Карло улыбнулся, и красота Аполлона преобразилась неотразимой мальчишеской ухмылкой.

— Идея! — радостно объявил он. — Почему бы нам не развлечься? Давайте измерим наши глубины. Даже в таком путешествии величайшим приключением, разумеется, является исследование человеческой души. Я предлагаю сделку: вы можете решать, освобождать нам руна или нет! Мою жажду оперной грандиозности мы противопоставим вашей душевной силе. Интересное состязание, не находите?

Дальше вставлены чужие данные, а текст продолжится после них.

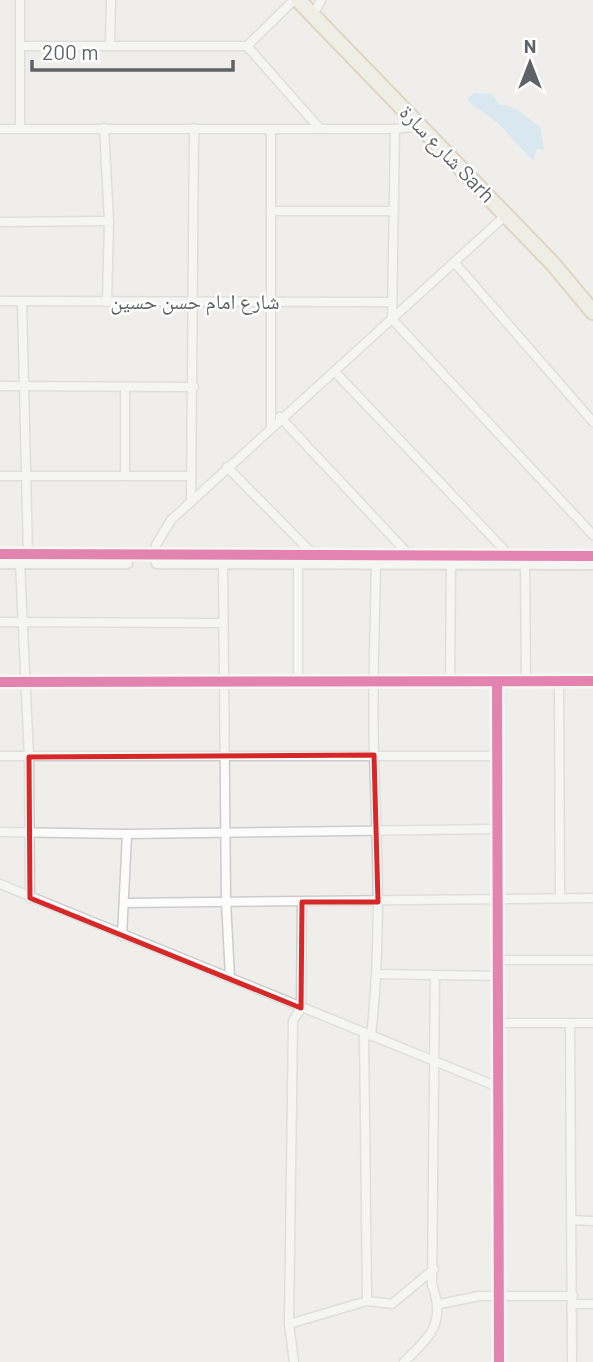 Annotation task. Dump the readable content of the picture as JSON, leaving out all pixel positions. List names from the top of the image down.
{
  "streets": {
    "highway": ["شارع سارة Sarh"],
    "street": ["شارع امام حسن حسين"]
  },
  "scale_bar": "200 m",
  "north": "top"
}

Оторвал голову от перегородки, Сандос нацелил на Карло затуманенный лекарствами взгляд.

— Джон, наверно, беспокоится, — произнес он. — Мне потребуется время, чтобы в полной мере обдумать ваше предложение. А пока даю слово не мешать вашим коммерческим планам. Я не соглашаюсь ни на что более, но, возможно, это сгодится в качестве задатка за то, что осталось от моей души?

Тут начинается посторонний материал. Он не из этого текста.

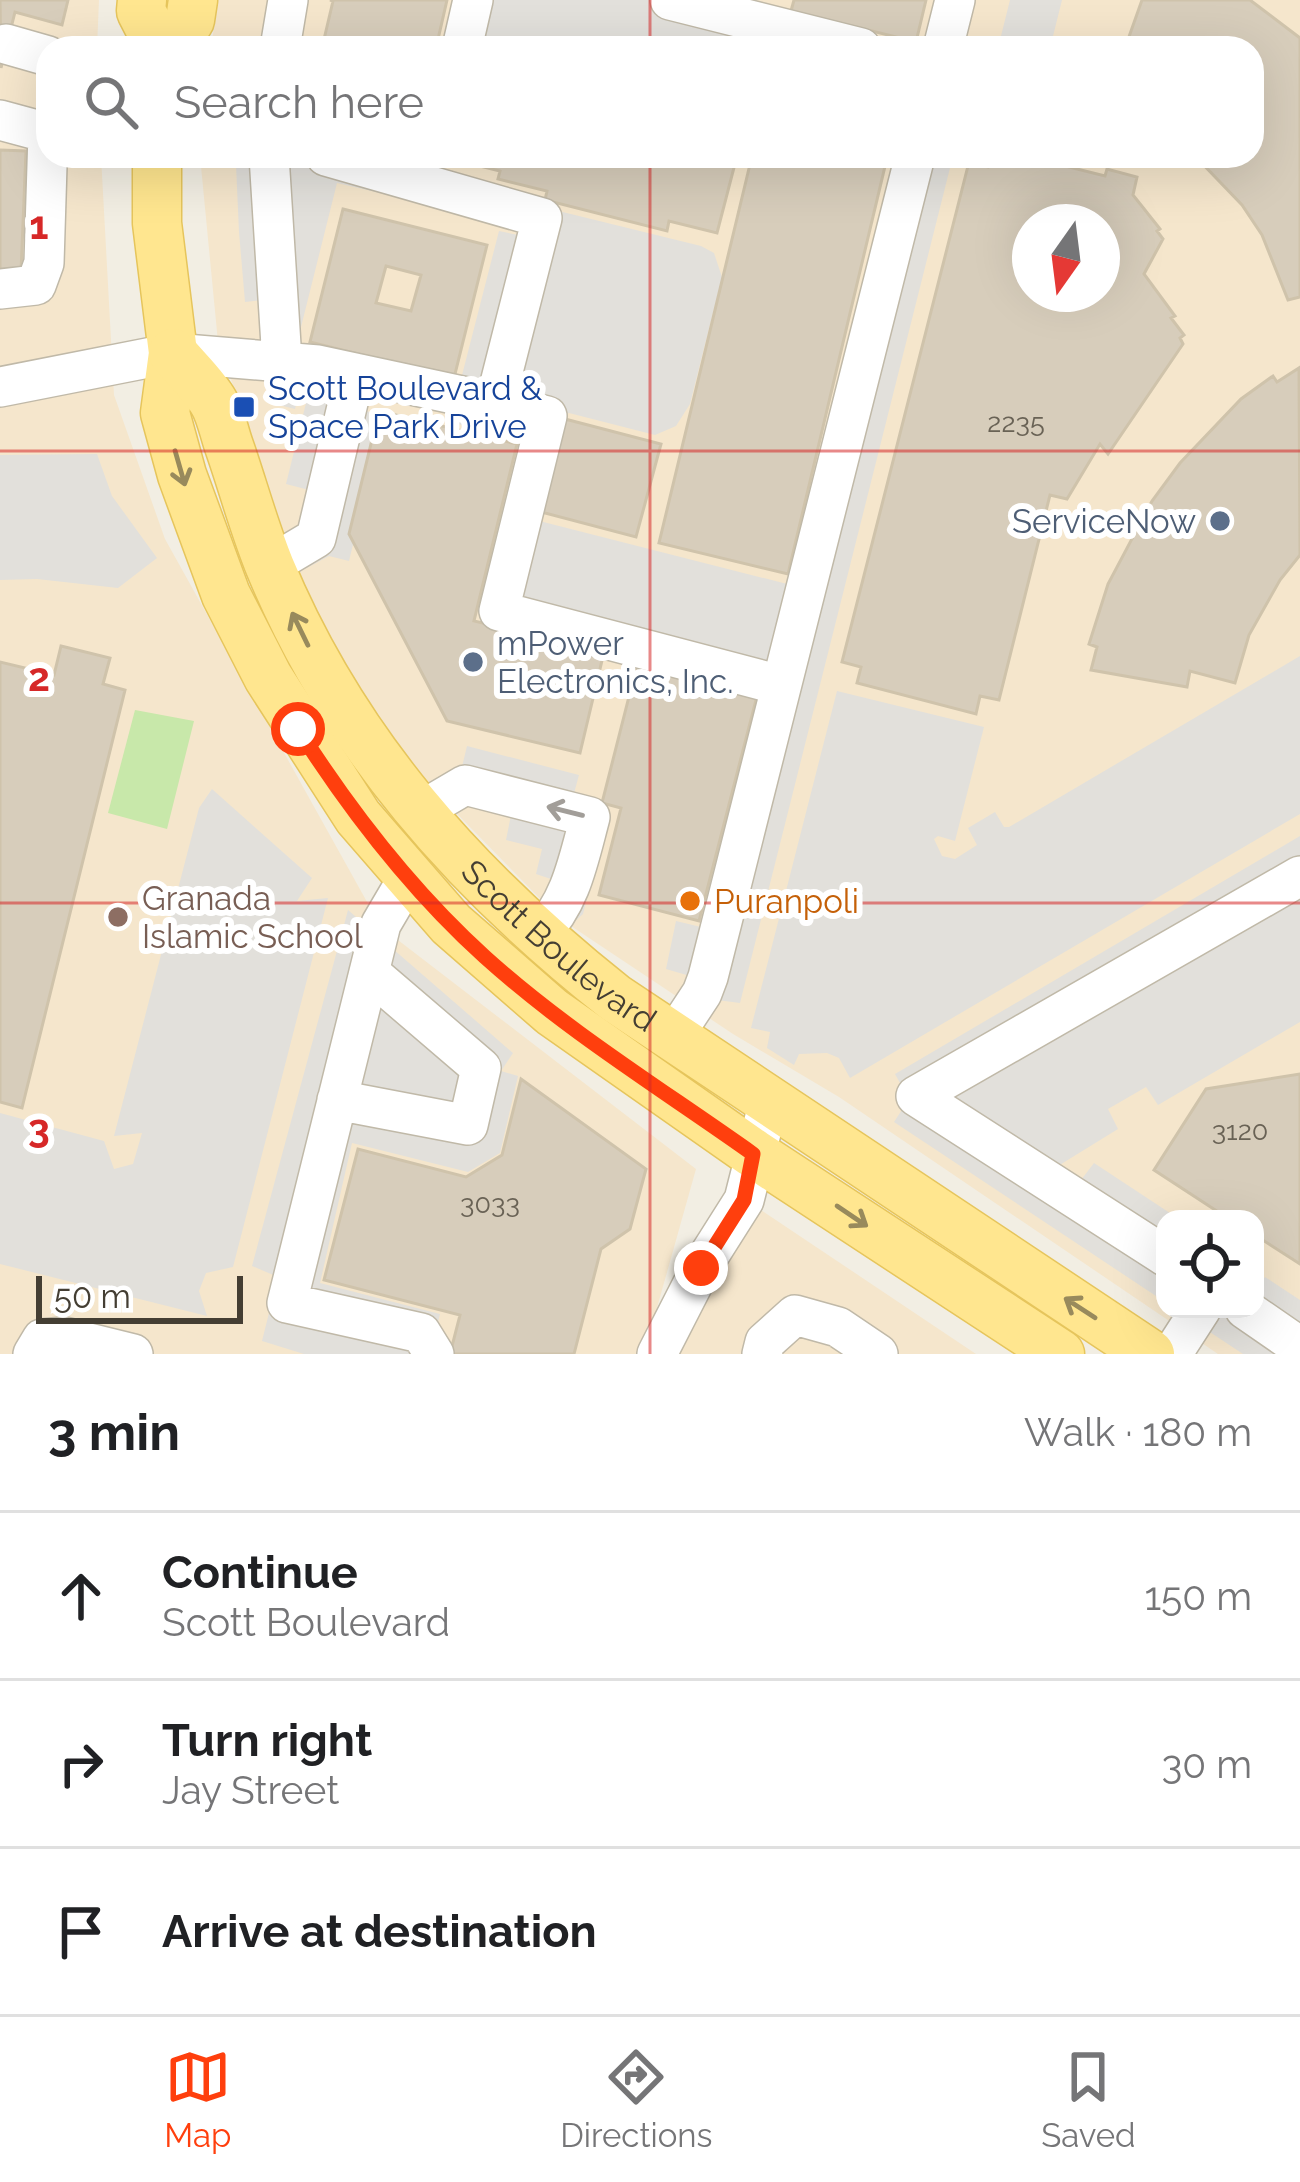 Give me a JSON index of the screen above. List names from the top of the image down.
{
  "streets": {
    "main road": ["Scott Boulevard"]
  },
  "places": {
    "transit": ["Scott Boulevard & Space Park Drive"],
    "other": [
      "ServiceNow",
      "mPower Electronics, Inc.",
      "Puranpoli",
      "Granada Islamic School"
    ]
  },
  "house_numbers": ["2235", "3120", "3033"],
  "scale_bar": "50 m",
  "north": "bottom",
  "page": {
    "search": "Search here",
    "scale": "50 m",
    "heading": ["3 min", "Walk · 180 m"],
    "list": [
      ["Continue", "Scott Boulevard", "150 m"],
      ["Turn right", "Jay Street", "30 m"],
      "Arrive at destination"
    ],
    "nav": ["Map", "Directions", "Saved"]
  },
  "grid": {
    "rows": ["1", "2", "3"]
  }
}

— Превосходно, — сказал Карло, милостиво улыбаясь. — Очень хорошо, в самом деле.

Они вышли из лазарета, и Эмилио последовал за Карло вдоль изгибающегося коридора и вверх по винтовой корабельной лестнице. У него создалось впечатление шестиугольной планировки; экономя объем, комнаты стыковывались друг с другом, точно соты замечательно роскошного улья: тихие, устланные коврами, прекрасно обставленные. Здесь было по меньшей мере три уровня, расположенных один над другим, и, несомненно, имелись грузовые отсеки, которых он еще не видел.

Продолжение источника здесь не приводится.